Thankfully, many schools are beginning to pay attention to the importance of Emotional Intelligence (EQ). Social Emotional Learning (SEL) programs are now offered by tens of thousands of schools, and the effects of their introduction have been extremely positive. 

Weissberg completed a meta-analysis of 668 evaluation studies of SEL programs spanning from pre-schoolers to high school. He found that, up to 50 percent of children improved their achievement scores after having completed an SEL program. In other words, positive education does not mean neglecting academic achievement, but, quite the opposite. Focusing on children’s mental health and wellbeing “give students the opportunity for academic achievement”. 

In fact, Maslow’s hierarchy of needs even indicates that emotional support may be a prerequisite to higher-order functions, such as learning. 

Furthermore, SEL programs “made schools safer: incidents of misbehaviour dropped by an average of 28 per cent; suspensions by 44 per cent and other disciplinary actions by 27 per cent”. We must wake up and appreciate emotional learning’s power, not only as something that will “promote health and wellbeing”, but as a “protective vehicle to prevent problematic youth behaviour”. 

Being self-aware and able to recognise and articulate what we are feeling, being able to self-regulate and manage our emotions, being able to empathise with others; these skills really matter and by failing to teach them to young people, we are neglecting our responsibilities as educators.  But neglect them we have, and with frightening consequences.  As Seligman states in his ground-breaking book Flourish, “by some estimates, depression is about ten times more common than it was fifty years ago”. Furthermore, “average national happiness has not remotely kept up with how much better the objective world has become”.   
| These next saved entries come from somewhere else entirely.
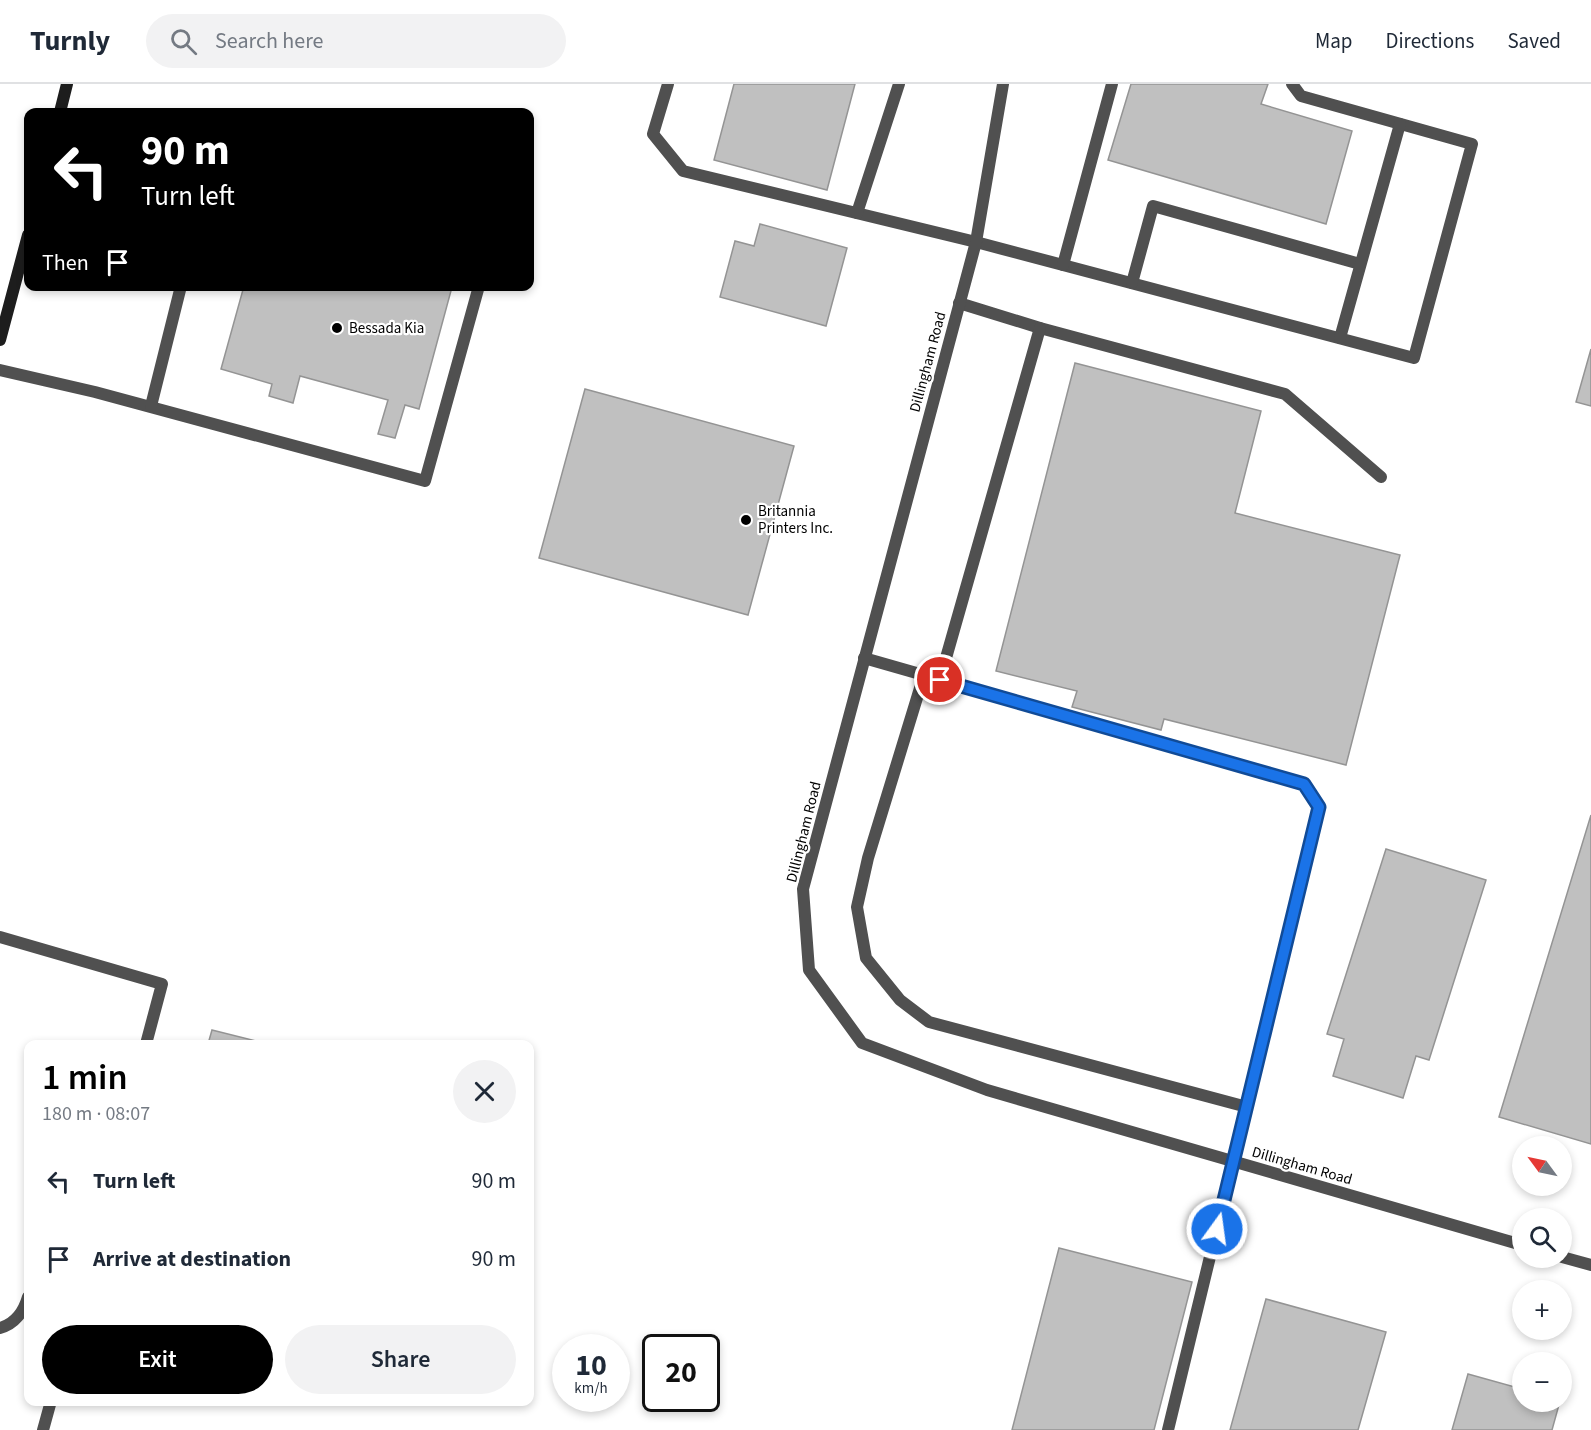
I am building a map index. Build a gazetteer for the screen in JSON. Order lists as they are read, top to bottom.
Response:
{
  "streets": {
    "street": ["Dillingham Road"]
  },
  "places": ["Bessada Kia", "Britannia Printers Inc."],
  "north": "top left",
  "page": {
    "header": "Turnly",
    "search": "Search here",
    "nav": ["Map", "Directions", "Saved"],
    "turn": ["90 m", "Turn left"],
    "then": "Then",
    "heading": ["1 min", "180 m · 08:07"],
    "map_buttons": ["+", "−"],
    "list": [
      {
        "name": "Turn left",
        "value": "90 m"
      },
      {
        "name": "Arrive at destination",
        "value": "90 m"
      }
    ],
    "buttons": ["Exit", "Share"],
    "speed": "10 km/h",
    "limit": "20"
  }
}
It is time for all schools to wake up and engage with the research. EQ and wellbeing must be taught explicitly in schools. Teachers must be given suitable training allowing them to teach wellbeing as an “antidote to the runaway incidence of depression, a way to increase life satisfaction, and an aid to better learning and more creative thinking”. For too long have these crucial aspects of education been seen as ‘extras’, a bonus - well done by a few, adequately by others, and not at all by many. Compassion, teamwork, resilience, goal setting, a sense of community and service can be taught. Evidence has shown that we cannot rely on children simply ‘picking these things up’ - many of them are failing to do so, and the results of this failure are concerning. 
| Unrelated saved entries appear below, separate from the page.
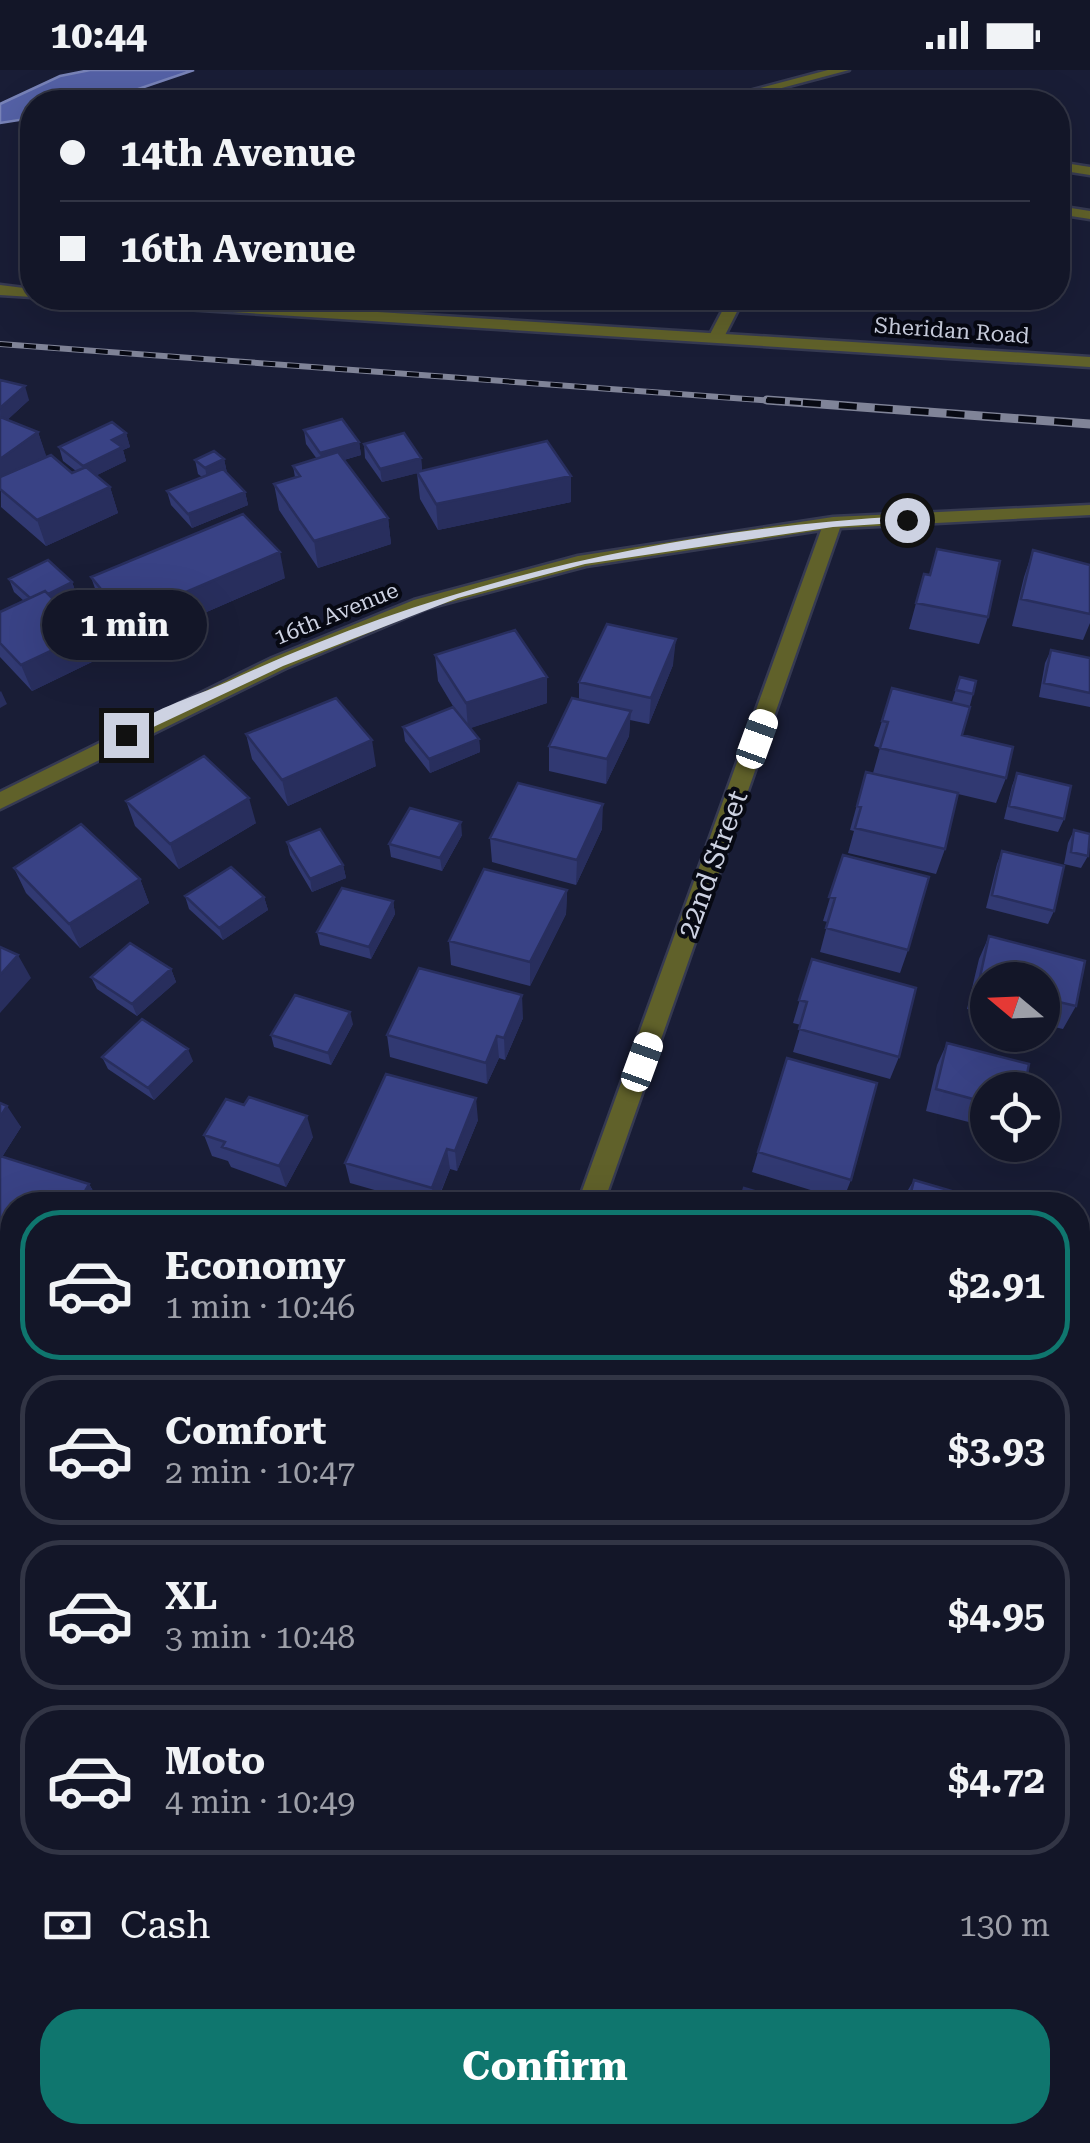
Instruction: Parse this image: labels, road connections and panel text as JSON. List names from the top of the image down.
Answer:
{
  "streets": {
    "street": ["Sheridan Road", "16th Avenue", "22nd Street"]
  },
  "crossings": [
    ["16th Avenue", "22nd Street"]
  ],
  "north": "left",
  "page": {
    "status": "10:44",
    "banner": ["14th Avenue", "16th Avenue"],
    "bubble": "1 min",
    "list": [
      {
        "name": "Economy",
        "note": "1 min · 10:46",
        "value": "$2.91"
      },
      {
        "name": "Comfort",
        "note": "2 min · 10:47",
        "value": "$3.93"
      },
      {
        "name": "XL",
        "note": "3 min · 10:48",
        "value": "$4.95"
      },
      {
        "name": "Moto",
        "note": "4 min · 10:49",
        "value": "$4.72"
      }
    ],
    "pay": ["Cash", "130 m"],
    "buttons": "Confirm"
  }
}
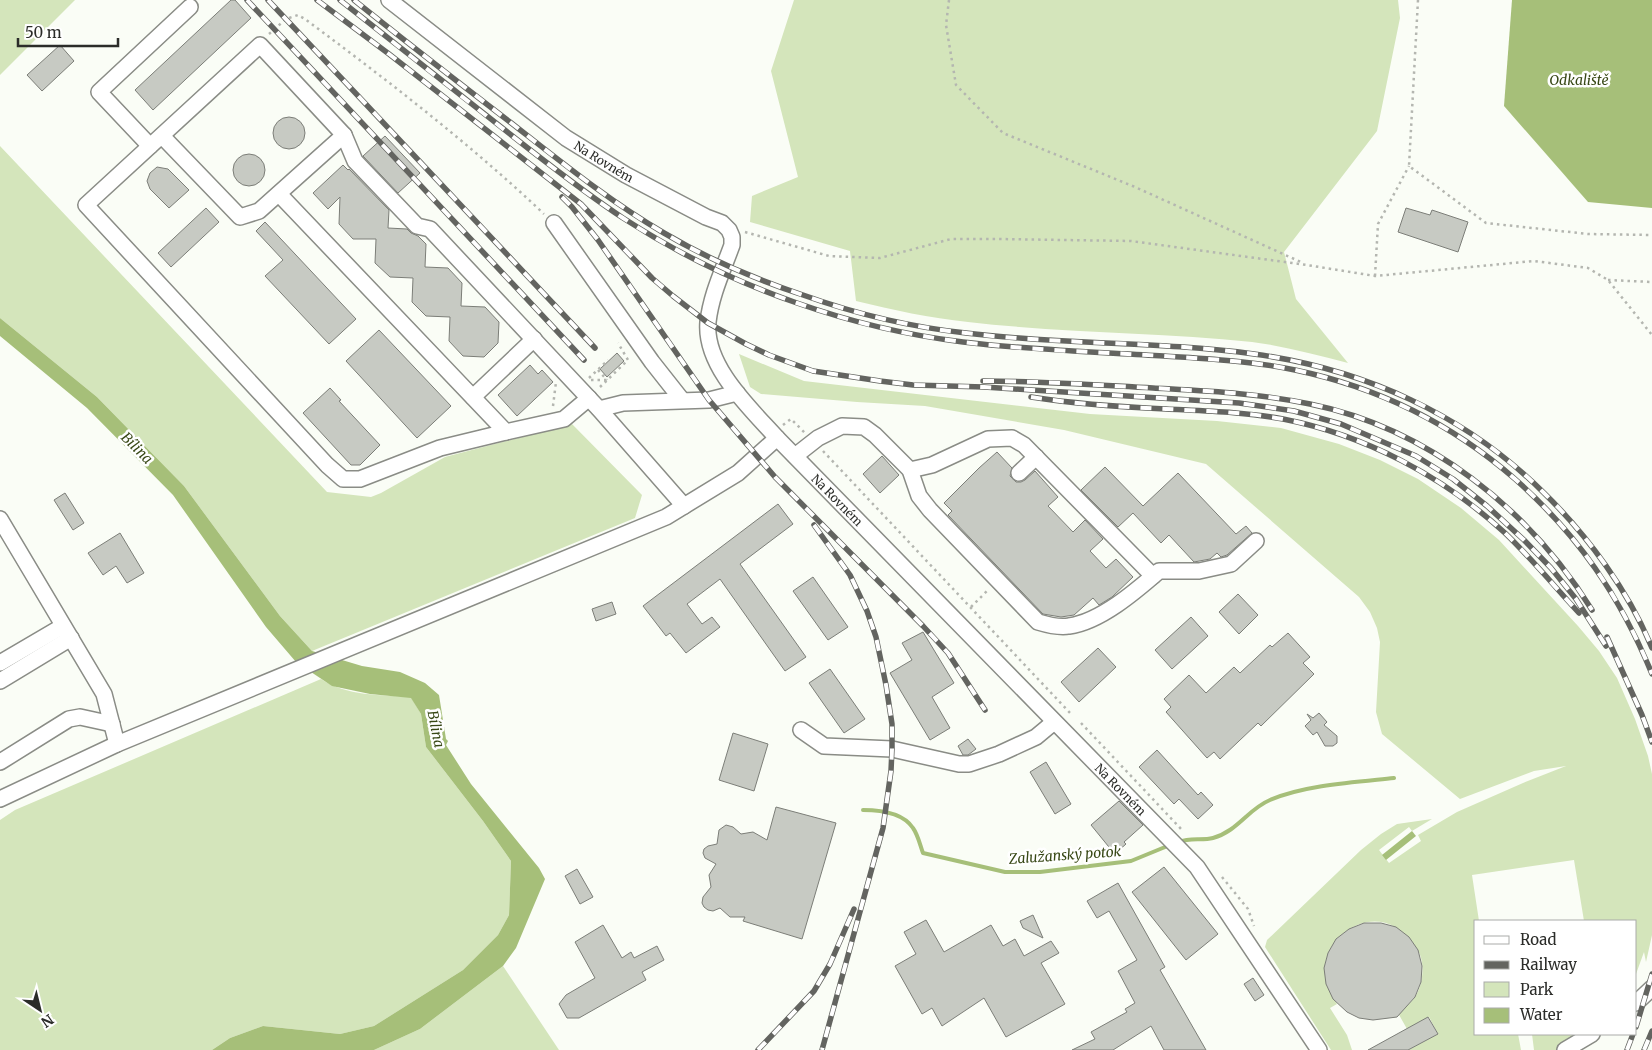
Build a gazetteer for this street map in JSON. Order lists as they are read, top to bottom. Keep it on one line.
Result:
{"streets":{"street":["Na Rovném"]},"water":["Odkaliště","Bílina","Zalužanský potok"],"legend":["Road","Railway","Park","Water"],"scale_bar":"50 m","north":"bottom right"}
Whilst I am not saying that Positive Education is a magic wand, some mystical panacea that will eliminate depression and instantly send life satisfaction scores soaring, what it does provide is an array of tools and methods that combine scientific research into wellbeing along with the best educational practices - explicit guidance into how we can develop our students’ emotional literacy and increase their wellbeing.  

A person’s IQ gets them ‘in the game’, through the gates of a particular university, into a particular place of work; IQ “predicts which career rungs a person can manage”.  However, IQ does not dictate where a person goes on from there. How a person handles themselves and their emotions, how they navigate relationships, and whether they know what really matters to people, this is EQ and if we are to equip our students for the 21st century, we must pay attention to it. 

We must all accept our duty as educators to teach the ‘whole child’: the intellectual and the emotional. We neglect the latter at our peril. 

 

References 

  • Dickens, C. (1854); Hard Times 

  • Dr Doig, M. (2014); Reason vs Emotion: key drivers in the history of moral progress 

  • Durla, J.A. and Weissberg, R.P (2005); A Major Meta-analysis of Positive Youth Development Programs 

  • Seligman, Martin E.P. (2011); Flourish. 

  • Goleman, D (2005); Emotional Intelligence 

  • Goleman, D. (2004); What Makes a Leader 

  • Bar-On, R. (2012); The Impact of Emotional Intelligence on Health and Wellbeing 

  • Selva, J. (2018); Positive Psychology in Schools and Education for Happy Students 

  • Reicher, H., Matischek-Jauk, M. (2017); Preventing depression in adolescence through social and emotional learning. 

  • Maslow, A.H. (1943); A theory of human motivation.